Saturday, October 16, 1999
Inland river cruises evoke Twain's era
New boats help meet demand
BY JOHN ECKBERG
The Cincinnati Enquirer
The popularity of Tall Stacks '99 reinforces what Scott Young already knew by looking at the bottom line of his New Orleans-based Delta Queen Steamboat Co.
The president of America's largest inland cruise ship company thinks the thousands of Tristate visitors on the riverfront this weekend are evidence that most consumers have a deep yearning to connect with the past.
It's all about Americana, Mr. Young said aboard a Delta Queen hospitality cruise on Friday morning. It takes people back to an America from another century. We sell memories.

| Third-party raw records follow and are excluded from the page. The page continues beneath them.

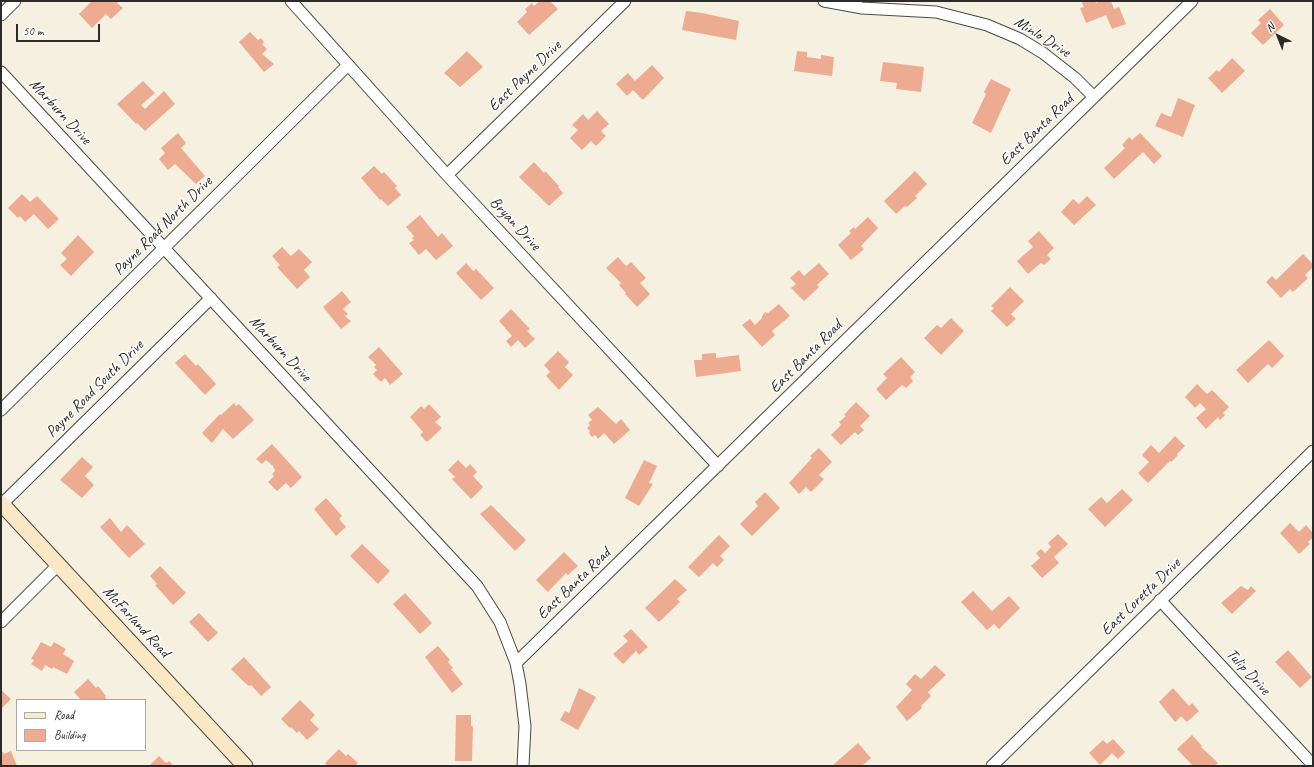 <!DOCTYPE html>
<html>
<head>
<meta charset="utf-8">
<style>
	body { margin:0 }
	#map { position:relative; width:1314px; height:767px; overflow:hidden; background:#f5f0df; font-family:Caveat,sans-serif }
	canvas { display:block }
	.frame { position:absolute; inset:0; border:2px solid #2b2b2b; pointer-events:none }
	.legend { position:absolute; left:16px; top:699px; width:130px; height:52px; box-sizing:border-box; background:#fff; border:1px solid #aaa; margin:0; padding:5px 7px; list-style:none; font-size:12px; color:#2b2b2b }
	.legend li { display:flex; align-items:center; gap:8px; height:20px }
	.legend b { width:20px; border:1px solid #aaa }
	.north { position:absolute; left:1258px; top:16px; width:40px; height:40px; -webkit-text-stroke:3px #fff; paint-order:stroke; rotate:317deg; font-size:11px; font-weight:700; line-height:16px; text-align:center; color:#2b2b2b }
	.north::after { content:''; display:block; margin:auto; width:14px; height:18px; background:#2b2b2b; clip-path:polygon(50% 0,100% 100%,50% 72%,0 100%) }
	.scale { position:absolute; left:16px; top:24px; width:84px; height:18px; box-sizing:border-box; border:2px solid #2b2b2b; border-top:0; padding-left:5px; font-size:12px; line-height:14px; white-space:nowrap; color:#2b2b2b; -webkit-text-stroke:3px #fff; paint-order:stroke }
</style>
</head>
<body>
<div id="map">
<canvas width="1314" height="767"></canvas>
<div class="frame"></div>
<ul class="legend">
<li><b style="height:5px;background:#fae7c3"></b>Road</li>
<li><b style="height:11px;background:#edac92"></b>Building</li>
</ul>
<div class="north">N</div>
<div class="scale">50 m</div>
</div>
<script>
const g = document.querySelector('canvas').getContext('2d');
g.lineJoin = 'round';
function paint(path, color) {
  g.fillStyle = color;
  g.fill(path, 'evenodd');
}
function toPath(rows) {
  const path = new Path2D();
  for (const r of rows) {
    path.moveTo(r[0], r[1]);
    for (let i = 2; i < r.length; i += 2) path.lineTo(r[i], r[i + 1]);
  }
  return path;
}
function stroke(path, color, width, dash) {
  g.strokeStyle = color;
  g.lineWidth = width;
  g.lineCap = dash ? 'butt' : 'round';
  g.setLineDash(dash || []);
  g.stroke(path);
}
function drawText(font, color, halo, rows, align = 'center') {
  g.font = font + ' Caveat,sans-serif';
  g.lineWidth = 3;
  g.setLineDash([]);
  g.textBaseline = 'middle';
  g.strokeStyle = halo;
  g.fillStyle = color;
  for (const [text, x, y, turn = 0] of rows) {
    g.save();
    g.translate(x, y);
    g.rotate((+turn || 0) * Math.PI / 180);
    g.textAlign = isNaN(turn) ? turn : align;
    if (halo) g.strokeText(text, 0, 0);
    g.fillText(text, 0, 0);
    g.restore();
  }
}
paint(toPath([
	[92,1,119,1,117,3,123,8,111,19,106,14,92,28,79,14],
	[540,1,550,1,558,9,529,35,517,22,527,12,525,9,532,3,534,6],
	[1081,1,1095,1,1096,3,1099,1,1111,1,1114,9,1119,7,1126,24,1112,29,1106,15,1086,23,1080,8,1084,7],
	[1270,9,1284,25,1263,45,1251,33,1261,23,1258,20],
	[686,11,702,13,739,21,736,40,682,30],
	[250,32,258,40,261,38,264,42,262,44,267,49,262,54,274,64,264,72,239,42],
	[467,51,483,67,460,87,444,73],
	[797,51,807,52,807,57,821,59,821,55,834,57,832,76,794,71],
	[1232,58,1245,71,1222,93,1208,78,1217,70,1219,72],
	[883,62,924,67,921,92,896,89,897,83,880,81],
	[652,65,664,78,643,100,633,90,627,96,616,84,628,73,635,81],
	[991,79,1011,89,991,133,972,123,986,94,984,92],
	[143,81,155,93,141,105,145,109,164,91,175,104,145,131,137,123,136,124,117,104],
	[1178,98,1195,105,1183,137,1155,126,1161,113,1171,117],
	[597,111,609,124,601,131,606,136,596,146,591,141,582,150,570,138,578,130,572,125,583,114,588,120],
	[178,133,186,143,181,148,205,176,196,184,175,164,168,170,159,159,165,153,161,148],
	[1140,133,1162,156,1154,164,1143,152,1114,179,1104,168,1125,148,1122,145,1129,137,1132,140],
	[534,162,544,173,545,171,559,186,558,187,563,193,549,206,519,177],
	[374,166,382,174,384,172,397,186,395,188,401,195,388,206,381,199,380,200,361,178],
	[915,171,927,184,915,196,917,198,907,207,905,206,896,214,884,201],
	[22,194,30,202,37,196,59,219,48,229,34,214,25,222,20,216,18,218,8,208],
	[1087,196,1096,205,1074,225,1061,212,1073,199,1079,204],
	[420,215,438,237,442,233,453,246,436,260,426,249,419,255,409,243,414,240,412,238,414,236,406,227],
	[868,217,878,228,861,246,864,249,851,260,838,245,851,233,849,231,854,227,855,229],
	[1039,231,1054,248,1047,255,1051,259,1044,265,1041,263,1028,274,1017,261,1033,247,1028,241],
	[78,235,94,252,71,276,60,265,67,259,61,253],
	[282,247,291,256,299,249,312,262,304,270,310,277,297,289,277,267,280,265,272,256],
	[1303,254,1313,264,1313,267,1305,275,1308,278,1293,292,1290,289,1281,298,1266,282,1272,276,1276,280],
	[618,257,626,266,631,262,646,278,640,283,650,294,637,307,625,294,626,293,619,285,621,283,606,268],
	[466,263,473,271,476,269,494,288,481,300,456,273],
	[819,263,829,274,817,285,819,287,804,301,791,288,796,284,790,278,799,270,804,276],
	[1010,287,1024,301,1011,314,1016,319,1007,327,991,311,994,308,991,306],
	[342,291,351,302,343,309,348,314,345,316,351,321,341,329,323,307],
	[779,304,790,316,772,331,775,335,762,347,742,325,750,319,755,325,762,318,762,316,765,312,768,313],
	[511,309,530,329,527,331,535,339,525,348,518,340,511,347,506,341,512,336,499,321],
	[951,318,964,331,941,355,924,338,937,325,941,328],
	[1269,340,1284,356,1272,368,1268,364,1248,383,1236,370],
	[379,347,403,374,390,385,385,378,381,382,373,374,377,370,374,367,376,365,368,357],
	[558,351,569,362,565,367,573,375,559,390,546,376,550,372,544,365],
	[716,353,716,358,739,355,741,371,696,377,694,360,702,360,702,354],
	[185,354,196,366,198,364,216,384,205,395,175,363],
	[901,357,915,372,910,377,913,381,906,388,902,385,886,400,876,389,887,378,883,374],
	[1197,384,1207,394,1212,390,1229,407,1223,413,1225,415,1220,420,1218,417,1206,429,1196,418,1206,409,1200,403,1195,408,1185,397],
	[856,402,870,416,860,426,864,430,858,435,855,432,841,445,831,435,841,425,839,422,846,416,844,415],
	[234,403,236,406,239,404,254,420,233,439,223,429,212,443,202,433,220,414,221,415],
	[429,404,441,417,435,422,442,428,427,442,420,435,423,432,410,417,421,406,424,409],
	[598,407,616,424,621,419,630,430,614,444,604,433,598,439,595,435,592,437,589,433,590,431,587,428,590,425,588,423,592,420,588,415],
	[1175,436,1185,446,1177,454,1178,455,1171,462,1170,461,1148,483,1138,473,1149,462,1142,455,1151,445,1159,453],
	[272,444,302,477,291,488,286,483,277,491,268,482,274,476,272,474,275,471,273,466,266,460,262,464,256,459],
	[819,448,832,462,819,475,824,479,811,492,806,487,799,494,789,483,812,458,810,456],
	[82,457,93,467,85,476,94,485,82,498,60,480],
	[458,460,466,468,470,464,477,472,473,476,483,487,471,499,452,479,455,477,448,470],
	[644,460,657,466,649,483,653,484,639,506,625,498],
	[1122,489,1133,500,1105,527,1088,509,1101,497,1107,503],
	[765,492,780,508,752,536,740,524,758,506,755,502],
	[326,498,342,516,339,519,346,527,336,536,314,509],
	[491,505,526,540,515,551,480,514],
	[110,518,121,532,127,525,145,544,129,558,100,527],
	[1290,523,1299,532,1306,525,1313,533,1313,538,1308,542,1310,544,1299,554,1280,533],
	[1058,534,1068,544,1054,557,1059,563,1042,578,1031,566,1040,558,1036,553,1041,549,1045,553,1051,547,1048,543],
	[719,535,730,546,720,556,724,560,717,567,713,563,699,577,688,567],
	[362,544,390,571,378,584,350,556],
	[564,552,578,566,568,575,566,573,548,592,536,580],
	[160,566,186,593,173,605,155,585,157,584,150,576],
	[675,579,687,590,677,599,680,602,659,622,645,608],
	[1241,586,1248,590,1251,586,1256,591,1232,614,1221,603],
	[973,591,992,611,1009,596,1020,608,999,629,994,624,987,630,961,602],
	[405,593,432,623,420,634,393,604],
	[199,613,218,633,208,642,189,622],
	[631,629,648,647,639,655,636,651,623,664,613,654,628,641,623,636],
	[41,642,51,647,54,642,66,649,63,654,74,661,67,674,53,667,52,669,45,665,42,671,31,664,34,660,31,659],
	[438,646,450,660,448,662,453,668,451,669,463,684,452,693,425,657],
	[1288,650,1312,677,1300,688,1275,662],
	[244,657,271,687,261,696,251,685,249,686,244,682,231,669],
	[935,665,946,675,928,692,931,696,921,706,922,708,907,721,896,707,912,690,906,684,915,674,921,679],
	[88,679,96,688,98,686,106,696,105,697,107,700,81,700,74,692],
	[579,688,596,697,578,730,560,720,565,711,569,713],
	[1173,688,1189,706,1192,703,1199,711,1187,722,1181,716,1175,722,1159,702],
	[1,690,11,699,1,709],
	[300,700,315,715,310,720,319,729,307,740,299,731,297,733,291,727,290,728,281,719],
	[456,715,471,715,471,726,473,726,472,761,455,761],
	[1192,735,1202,746,1201,747,1218,763,1214,766,1193,766,1177,749],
	[1113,739,1125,752,1118,759,1112,753,1100,765,1089,753,1103,740,1107,744],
	[858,743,871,758,862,766,832,766],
	[339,749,346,756,348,754,358,763,355,766,328,766,325,763],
	[11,751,17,766,1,766,1,753,3,752,4,754],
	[159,756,166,763,169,761,172,764,170,766,149,766]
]), '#edac92');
const street = toPath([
	[291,1,447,175,718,466],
	[824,1,862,8,936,12,987,25,1020,39,1043,53,1075,78,1094,97],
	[1,15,15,1],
	[1,72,477,586,500,622,516,663],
	[447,175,625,1],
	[1,410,348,65],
	[2,504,211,298],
	[1160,600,1313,765],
	[1,622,58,565],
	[523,766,525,726,520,684,516,663,1192,1],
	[992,766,1313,451]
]);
const secondary = toPath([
	[1,503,245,766]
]);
stroke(street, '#494946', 13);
stroke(secondary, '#494946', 17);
stroke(street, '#fff', 11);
stroke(secondary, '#fae7c3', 15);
drawText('16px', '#2b2b2b', '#fff', [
	["Minlo Drive",1042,37,32],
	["East Payne Drive",525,76,-44],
	["Marburn Drive",60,112,47],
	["East Banta Road",1037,130,-44],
	["Bryan Drive",515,224,47],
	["Payne Road North Drive",163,226,-45],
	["Marburn Drive",280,349,47],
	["East Banta Road",806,357,-45],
	["Payne Road South Drive",95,389,-45],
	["East Banta Road",574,584,-44],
	["East Loretta Drive",1141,597,-44],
	["McFarland Road",136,622,47],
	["Tulip Drive",1248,672,47]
]);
</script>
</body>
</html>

We sell history.
People like that we have an all-American crew, and we wave that flag a lot.
People are willing to pay for the experience, too, averaging $260 per night per passenger.
In the early 1990s, the company recognized that demand for inland river cruises had far outpaced the supply of cabins cruises were at 98 percent capacity so it committed $68 million to build the 436-berth American Queen.
It increased the company's overnight inland cruise capacity by 70 percent when the American Queen was launched in 1995, but revenues did not fall as a result.
We were able to absorb that capacity and still keep our occupancy rate at 90 percent, he said.
Company research indicates that the traditional customer has grown weary of Caribbean cruises and is looking for an enhanced vacation experience.
They are tired of cruising on a "big white ship' and are looking for something different, he said.
Rather than bringing more customers to the company's Ohio and Mississippi river cruises, the firm plans to bring the cruise ships to the customers.
Ocean-worthy ships are under construction in Jacksonville, Fla., to offer plantation cruises along the Georgia and South Carolina coasts. Other ships will sail from Boston, New York and Portland, Maine.
Yet another line will operate on the Columbia River on the Washington and Oregon border, he said.